*Records to use*
——

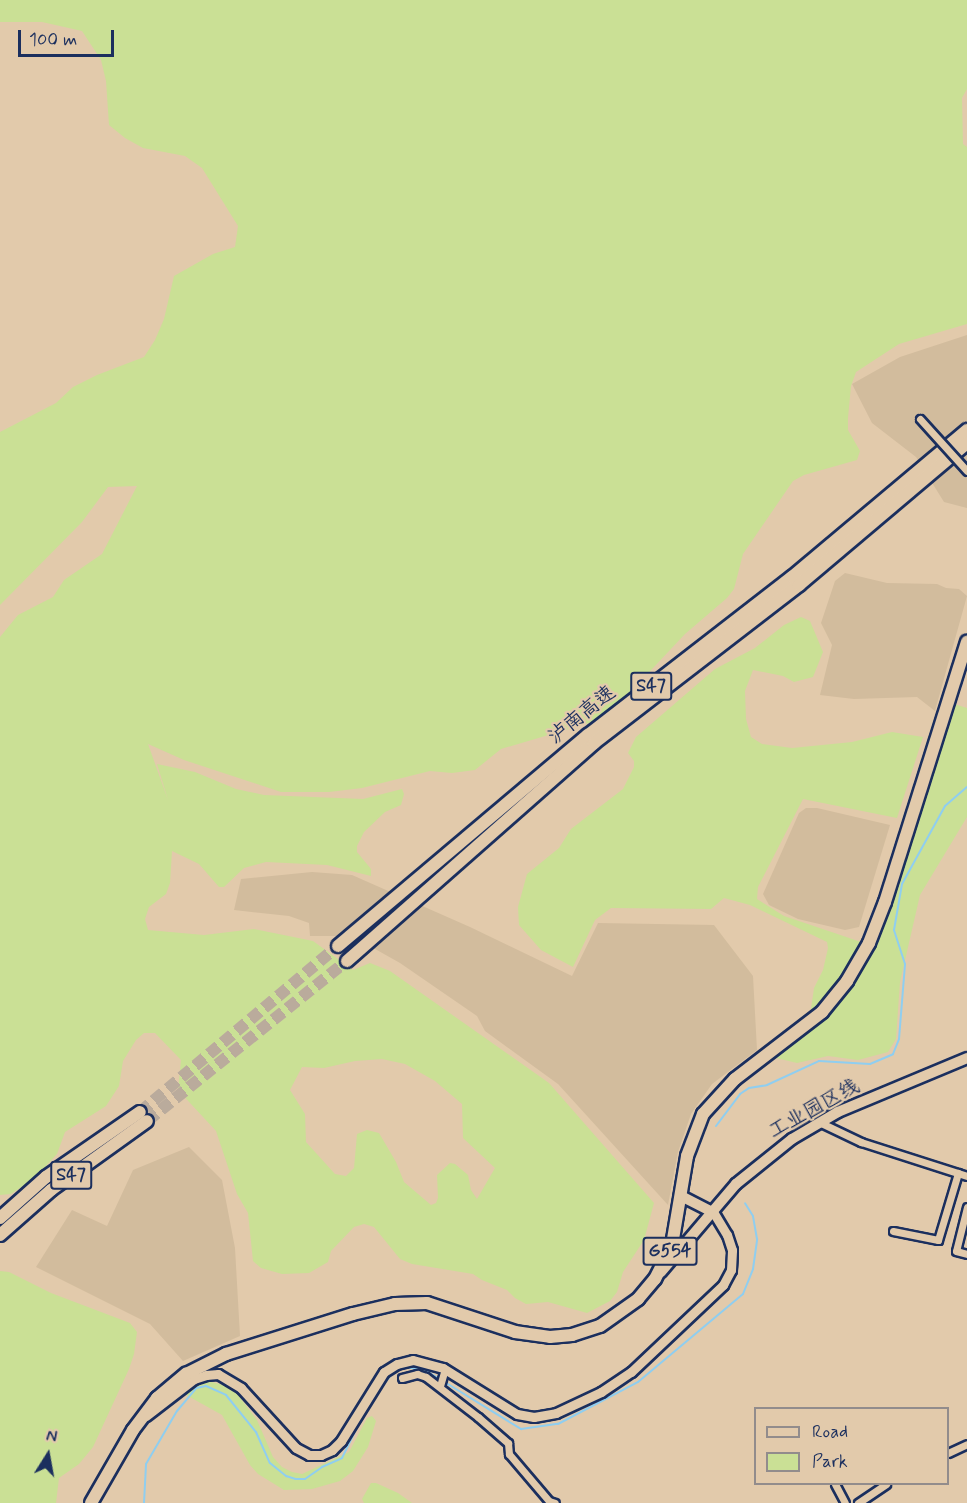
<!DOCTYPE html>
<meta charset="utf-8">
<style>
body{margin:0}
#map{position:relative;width:967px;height:1503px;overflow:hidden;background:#e2caab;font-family:Mynerve,"LXGW WenKai TC",sans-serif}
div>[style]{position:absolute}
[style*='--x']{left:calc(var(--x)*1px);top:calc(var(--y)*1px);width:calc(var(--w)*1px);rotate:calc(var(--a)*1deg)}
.built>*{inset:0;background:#d2bc9d}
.green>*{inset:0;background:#cae095}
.stream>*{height:2px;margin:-1px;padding:0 1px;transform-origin:1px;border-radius:1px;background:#8fcef0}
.motorway-tunnel>*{height:12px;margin-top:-6px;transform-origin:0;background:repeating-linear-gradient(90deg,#baab9c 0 12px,transparent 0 18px)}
.roads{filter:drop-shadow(2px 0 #1b2f5e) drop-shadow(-2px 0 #1b2f5e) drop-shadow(0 2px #1b2f5e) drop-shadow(0 -2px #1b2f5e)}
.minor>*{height:7px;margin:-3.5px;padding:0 3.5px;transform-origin:3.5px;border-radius:3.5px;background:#e2caab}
.tertiary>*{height:9px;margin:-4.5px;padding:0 4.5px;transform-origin:4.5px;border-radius:4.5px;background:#e2caab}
.secondary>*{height:10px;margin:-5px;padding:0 5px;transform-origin:5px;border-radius:5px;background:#e2caab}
.trunk>*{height:12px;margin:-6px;padding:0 6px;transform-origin:6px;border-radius:6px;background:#e2caab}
.motorway>*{height:12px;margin:-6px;padding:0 6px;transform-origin:6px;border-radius:6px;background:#e2caab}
.bridges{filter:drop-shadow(2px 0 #1b2f5e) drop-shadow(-2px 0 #1b2f5e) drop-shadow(0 2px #1b2f5e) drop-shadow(0 -2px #1b2f5e)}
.minor-bridge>*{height:7px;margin:-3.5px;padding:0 3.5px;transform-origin:3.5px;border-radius:3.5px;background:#e2caab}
span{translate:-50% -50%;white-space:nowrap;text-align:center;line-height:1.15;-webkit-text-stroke:4.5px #e2caab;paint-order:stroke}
.shield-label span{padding:2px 4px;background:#e2caab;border:2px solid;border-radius:4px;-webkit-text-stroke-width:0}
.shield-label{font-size:18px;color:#1b2f5e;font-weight:700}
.street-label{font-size:20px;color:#1b2f5e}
.legend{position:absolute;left:754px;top:1407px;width:195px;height:78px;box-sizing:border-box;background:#e2caab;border:2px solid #928c8c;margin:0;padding:8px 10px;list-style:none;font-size:18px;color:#1b2f5e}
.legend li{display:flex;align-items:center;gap:12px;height:30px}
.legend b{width:30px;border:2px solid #928c8c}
.north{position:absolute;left:18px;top:1425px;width:60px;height:60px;-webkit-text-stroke:4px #e2caab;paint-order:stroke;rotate:11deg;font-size:16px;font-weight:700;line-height:24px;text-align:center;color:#1b2f5e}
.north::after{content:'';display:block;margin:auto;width:21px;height:27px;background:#1b2f5e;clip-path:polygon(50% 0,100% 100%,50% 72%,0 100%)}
.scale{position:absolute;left:18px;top:30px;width:96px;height:27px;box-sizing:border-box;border:3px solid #1b2f5e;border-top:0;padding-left:8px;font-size:18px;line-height:21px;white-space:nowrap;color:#1b2f5e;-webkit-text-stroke:4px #e2caab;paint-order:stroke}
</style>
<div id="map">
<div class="built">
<div style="clip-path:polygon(967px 335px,967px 508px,944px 502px,916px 457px,872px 423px,852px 384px,900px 357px)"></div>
<div style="clip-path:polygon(845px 573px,887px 583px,937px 584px,946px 588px,959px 589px,967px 596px,935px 711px,917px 697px,854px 699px,820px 695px,832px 645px,821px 623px,835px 581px)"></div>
<div style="clip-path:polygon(806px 808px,817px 808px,890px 825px,859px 927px,845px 930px,798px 919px,769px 905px,763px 894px,799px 813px)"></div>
<div style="clip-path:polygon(312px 872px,352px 875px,470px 927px,572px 976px,598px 923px,714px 925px,753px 976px,757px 1050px,712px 1084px,691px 1114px,678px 1152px,668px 1205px,558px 1084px,485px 1031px,477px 1016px,400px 963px,352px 936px,310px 936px,309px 923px,289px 916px,234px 910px,241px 879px)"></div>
<div style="clip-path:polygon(189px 1147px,222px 1180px,235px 1248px,240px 1336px,183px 1361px,150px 1324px,36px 1267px,72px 1210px,107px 1226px,133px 1170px)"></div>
</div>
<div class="green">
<div style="clip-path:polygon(evenodd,0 0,967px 0,967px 89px,962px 98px,963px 144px,967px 147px,967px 324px,899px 344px,856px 372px,851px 386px,848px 418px,848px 430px,860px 451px,857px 460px,804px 475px,793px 481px,743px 554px,734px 589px,727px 598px,685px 634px,606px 718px,501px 749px,475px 770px,452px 773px,430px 771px,362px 788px,329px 792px,281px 792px,184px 760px,148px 744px,168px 800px,157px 764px,195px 772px,236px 789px,264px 795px,363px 799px,402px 789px,404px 794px,401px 805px,385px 812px,364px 832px,357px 846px,357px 852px,371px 869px,371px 876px,327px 865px,266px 862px,244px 868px,224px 887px,219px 887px,199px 864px,172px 851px,170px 883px,166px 894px,149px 907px,145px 919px,148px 930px,204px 935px,254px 929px,313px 941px,353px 970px,370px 963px,390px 971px,549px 1083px,654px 1203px,644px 1240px,623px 1272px,617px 1292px,610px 1301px,587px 1313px,548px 1302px,526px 1304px,515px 1298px,507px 1290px,482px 1280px,473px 1274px,412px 1264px,400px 1259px,374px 1227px,364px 1224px,354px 1227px,331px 1251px,328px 1262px,309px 1273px,282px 1274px,261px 1268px,253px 1261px,248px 1213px,237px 1194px,216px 1131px,178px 1090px,181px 1060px,155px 1033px,144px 1033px,136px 1040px,123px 1061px,119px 1086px,106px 1106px,65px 1132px,57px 1154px,35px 1178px,11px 1194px,0 1195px,0 637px,18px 615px,53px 597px,64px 580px,102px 554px,137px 486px,108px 487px,82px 522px,0 605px,0 432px,56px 403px,73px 387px,97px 375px,144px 357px,155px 340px,164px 319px,174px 276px,213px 254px,235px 247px,238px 226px,202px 168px,185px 156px,143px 148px,125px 138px,109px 125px,106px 81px,101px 60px,82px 31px,42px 22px,0 22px,0 0,382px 1059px,405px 1064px,435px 1081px,462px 1104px,463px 1138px,495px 1168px,477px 1199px,471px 1190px,468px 1175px,455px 1164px,450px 1163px,437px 1175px,438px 1198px,436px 1203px,431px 1205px,404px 1182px,396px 1162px,379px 1133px,367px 1130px,357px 1134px,354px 1168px,346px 1176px,335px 1174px,306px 1142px,305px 1114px,290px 1090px,302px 1067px,324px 1068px,355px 1061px,382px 1059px)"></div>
<div style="clip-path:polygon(801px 617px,810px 621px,823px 652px,813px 677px,794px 682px,783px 676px,753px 670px,745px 691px,746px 719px,751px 737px,762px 744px,792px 748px,852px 742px,892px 732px,923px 737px,897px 818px,803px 799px,758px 887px,757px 899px,784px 916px,870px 945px,954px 704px,967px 708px,967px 817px,920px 895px,900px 982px,896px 1039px,888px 1052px,858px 1060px,828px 1056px,797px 1063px,776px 1058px,778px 1053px,798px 1040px,808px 1029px,814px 988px,823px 970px,828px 948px,827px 942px,750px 905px,724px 898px,711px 909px,611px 908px,595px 920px,573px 967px,541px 950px,519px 925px,518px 907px,527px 874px,559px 848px,571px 829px,623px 789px,634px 767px,634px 761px,628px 753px,636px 737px,715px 669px,755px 648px,784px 625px)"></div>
<div style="clip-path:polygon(0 1271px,9px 1272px,51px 1293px,130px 1323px,137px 1332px,134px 1354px,129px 1369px,93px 1447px,79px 1464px,59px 1478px,56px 1503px,0 1503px)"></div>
<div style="clip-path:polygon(199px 1379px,232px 1387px,257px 1420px,273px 1457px,282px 1467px,292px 1472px,302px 1474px,349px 1452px,367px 1418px,372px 1416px,376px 1421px,368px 1447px,353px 1471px,340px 1481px,312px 1489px,284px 1490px,258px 1474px,250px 1465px,222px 1415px,179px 1391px)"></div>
<div style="clip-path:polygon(371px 1483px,376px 1483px,398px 1493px,412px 1503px,364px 1503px,362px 1499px)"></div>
</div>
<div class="stream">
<div style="--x:716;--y:1126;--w:40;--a:-53"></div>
<div style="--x:740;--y:1094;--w:11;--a:-34"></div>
<div style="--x:749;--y:1088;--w:18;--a:-9"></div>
<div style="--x:767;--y:1085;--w:57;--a:-24.8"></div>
<div style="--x:819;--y:1061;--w:51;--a:3.4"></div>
<div style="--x:870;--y:1064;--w:25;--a:-23"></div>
<div style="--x:893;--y:1054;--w:16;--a:-68"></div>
<div style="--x:899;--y:1039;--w:75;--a:-85.4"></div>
<div style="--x:905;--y:964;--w:36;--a:-108"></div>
<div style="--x:894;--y:930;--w:47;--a:-80.1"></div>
<div style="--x:902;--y:884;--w:89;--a:-61.1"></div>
<div style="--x:945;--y:806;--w:29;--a:-41"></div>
<div style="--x:144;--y:1503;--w:39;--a:-87"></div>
<div style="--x:146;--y:1464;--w:61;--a:-59.7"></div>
<div style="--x:177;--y:1411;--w:30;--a:-50"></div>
<div style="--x:196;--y:1388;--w:10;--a:-11"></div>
<div style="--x:206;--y:1386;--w:22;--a:24"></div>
<div style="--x:226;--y:1395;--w:48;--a:51"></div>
<div style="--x:256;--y:1432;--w:34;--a:66"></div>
<div style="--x:270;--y:1463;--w:21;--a:39"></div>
<div style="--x:286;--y:1476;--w:10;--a:17"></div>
<div style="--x:296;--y:1479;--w:9;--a:0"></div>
<div style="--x:305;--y:1479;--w:21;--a:-35"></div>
<div style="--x:322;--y:1467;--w:22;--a:-24"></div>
<div style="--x:342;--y:1458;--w:32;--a:-64"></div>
<div style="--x:356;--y:1429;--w:50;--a:-58.8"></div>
<div style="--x:382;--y:1386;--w:17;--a:-50"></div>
<div style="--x:393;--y:1373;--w:13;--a:-29"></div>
<div style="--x:404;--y:1367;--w:21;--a:8"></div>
<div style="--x:425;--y:1370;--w:113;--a:31.6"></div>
<div style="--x:521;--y:1429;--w:37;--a:-8"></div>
<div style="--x:558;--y:1424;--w:90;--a:-27.7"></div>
<div style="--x:638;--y:1382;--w:137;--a:-40"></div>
<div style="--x:743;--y:1294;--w:27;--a:-68"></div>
<div style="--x:753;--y:1269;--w:30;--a:-82"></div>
<div style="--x:757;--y:1239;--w:23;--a:-100"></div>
<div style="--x:753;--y:1216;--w:15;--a:-122"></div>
</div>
<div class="motorway-tunnel">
<div style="--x:140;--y:1112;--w:258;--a:-40"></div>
<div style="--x:147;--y:1121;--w:256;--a:-38.7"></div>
</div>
<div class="roads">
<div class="minor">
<div style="--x:819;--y:1122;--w:47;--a:25.5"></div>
<div style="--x:861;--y:1142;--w:111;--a:17.8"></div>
<div style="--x:967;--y:1207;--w:45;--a:104"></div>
<div style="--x:956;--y:1251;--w:11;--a:15"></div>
<div style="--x:893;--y:1231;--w:46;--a:11.3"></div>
<div style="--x:938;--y:1240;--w:70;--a:-73.4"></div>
<div style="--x:402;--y:1378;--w:16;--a:-15"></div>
<div style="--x:417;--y:1374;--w:9;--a:18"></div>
<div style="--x:426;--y:1377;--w:66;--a:37.6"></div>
<div style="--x:478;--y:1417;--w:40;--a:41"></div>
<div style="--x:508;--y:1443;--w:11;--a:85"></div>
<div style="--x:509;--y:1454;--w:62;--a:49.6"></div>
<div style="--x:549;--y:1501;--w:6;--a:18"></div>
<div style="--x:440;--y:1386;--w:18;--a:-74"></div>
<div style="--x:948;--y:1453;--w:21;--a:-25"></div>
<div style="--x:835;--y:1484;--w:21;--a:62"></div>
<div style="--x:858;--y:1503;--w:34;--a:-34"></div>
</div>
<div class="tertiary">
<div style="--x:146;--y:1416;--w:61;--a:-37.6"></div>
<div style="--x:194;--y:1379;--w:13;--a:-18"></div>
<div style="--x:206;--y:1375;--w:12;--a:-5"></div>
<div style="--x:218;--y:1374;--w:27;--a:31"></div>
<div style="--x:241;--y:1388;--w:81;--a:47.5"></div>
<div style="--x:296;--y:1448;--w:15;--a:28"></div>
<div style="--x:309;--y:1455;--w:12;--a:0"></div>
<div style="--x:321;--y:1455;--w:12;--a:-24"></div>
<div style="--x:332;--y:1450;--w:13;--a:-45"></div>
<div style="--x:341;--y:1441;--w:81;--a:-58.1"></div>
<div style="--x:384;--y:1372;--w:15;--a:-32"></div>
<div style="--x:397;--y:1364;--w:16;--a:-14"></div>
<div style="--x:413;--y:1360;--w:31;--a:15"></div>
<div style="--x:443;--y:1368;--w:87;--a:31.9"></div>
<div style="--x:517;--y:1414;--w:17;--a:10"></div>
<div style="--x:534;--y:1417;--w:22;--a:-10"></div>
<div style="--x:556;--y:1413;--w:50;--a:-25"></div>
<div style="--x:601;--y:1392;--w:36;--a:-34"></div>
<div style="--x:631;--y:1372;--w:127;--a:-43.4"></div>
<div style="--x:723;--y:1285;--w:17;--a:-62"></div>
<div style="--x:731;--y:1270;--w:20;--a:-87"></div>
<div style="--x:732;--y:1250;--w:16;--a:-108"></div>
<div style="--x:727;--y:1235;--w:27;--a:-121"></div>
</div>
<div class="secondary">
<div style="--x:681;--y:1196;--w:36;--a:27"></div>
<div style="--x:661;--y:1272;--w:116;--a:-49.6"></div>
<div style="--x:736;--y:1184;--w:72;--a:-38.8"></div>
<div style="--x:792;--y:1139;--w:53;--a:-30.4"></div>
<div style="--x:838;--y:1112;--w:140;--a:-22.7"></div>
</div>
<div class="trunk">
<div style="--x:91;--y:1503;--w:84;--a:-60.1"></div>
<div style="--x:133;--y:1430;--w:40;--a:-53"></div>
<div style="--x:157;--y:1398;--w:38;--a:-40"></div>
<div style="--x:186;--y:1374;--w:45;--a:-26.6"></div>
<div style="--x:226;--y:1354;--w:133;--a:-17.5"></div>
<div style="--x:353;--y:1314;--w:43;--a:-13.4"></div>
<div style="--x:395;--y:1304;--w:32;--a:-2"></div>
<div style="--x:427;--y:1303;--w:93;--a:18.2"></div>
<div style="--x:515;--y:1332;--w:35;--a:8"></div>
<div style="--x:550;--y:1337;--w:22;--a:-5"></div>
<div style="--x:572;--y:1335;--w:29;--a:-18"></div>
<div style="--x:600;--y:1326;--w:47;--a:-35.4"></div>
<div style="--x:638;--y:1299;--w:26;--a:-50"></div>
<div style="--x:655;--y:1279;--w:38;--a:-63"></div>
<div style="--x:672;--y:1245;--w:90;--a:-80.4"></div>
<div style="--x:687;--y:1156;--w:45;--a:-69.1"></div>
<div style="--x:703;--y:1114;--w:47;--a:-47.6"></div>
<div style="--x:735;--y:1079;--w:110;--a:-37.6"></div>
<div style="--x:822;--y:1012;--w:40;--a:-51"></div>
<div style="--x:847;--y:981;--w:44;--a:-59.9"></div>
<div style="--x:869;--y:943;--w:44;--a:-68.7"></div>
<div style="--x:885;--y:902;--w:273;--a:-72.5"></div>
</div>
<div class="motorway">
<div style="--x:338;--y:946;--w:327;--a:-40.2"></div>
<div style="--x:588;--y:735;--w:258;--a:-37.8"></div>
<div style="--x:792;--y:577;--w:229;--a:-40"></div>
<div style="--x:347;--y:961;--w:329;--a:-41.4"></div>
<div style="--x:594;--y:743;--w:259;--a:-37.6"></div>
<div style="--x:799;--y:585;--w:220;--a:-40.2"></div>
<div style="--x:0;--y:1218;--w:62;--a:-41.7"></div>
<div style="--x:46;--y:1177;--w:114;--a:-34.7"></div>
<div style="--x:0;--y:1235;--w:68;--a:-41.4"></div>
<div style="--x:51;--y:1190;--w:118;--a:-35.7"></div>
</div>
</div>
<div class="bridges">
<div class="minor-bridge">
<div style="--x:920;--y:419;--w:70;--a:47.9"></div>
</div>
</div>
<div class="shield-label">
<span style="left:651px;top:686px">S47</span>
<span style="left:71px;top:1175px">S47</span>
<span style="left:670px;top:1251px">G554</span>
</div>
<div class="street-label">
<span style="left:582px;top:715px;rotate:-39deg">泸南高速</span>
<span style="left:814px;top:1109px;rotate:-29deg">工业园区线</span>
</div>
<ul class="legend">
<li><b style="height:8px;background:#e2caab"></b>Road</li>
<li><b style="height:16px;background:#cae095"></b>Park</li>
</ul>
<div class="north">N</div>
<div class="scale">100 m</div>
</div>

——

*What you should do*
A single number is the whole answer: how many lines of the records contain the word "stream".

*Answer section*
2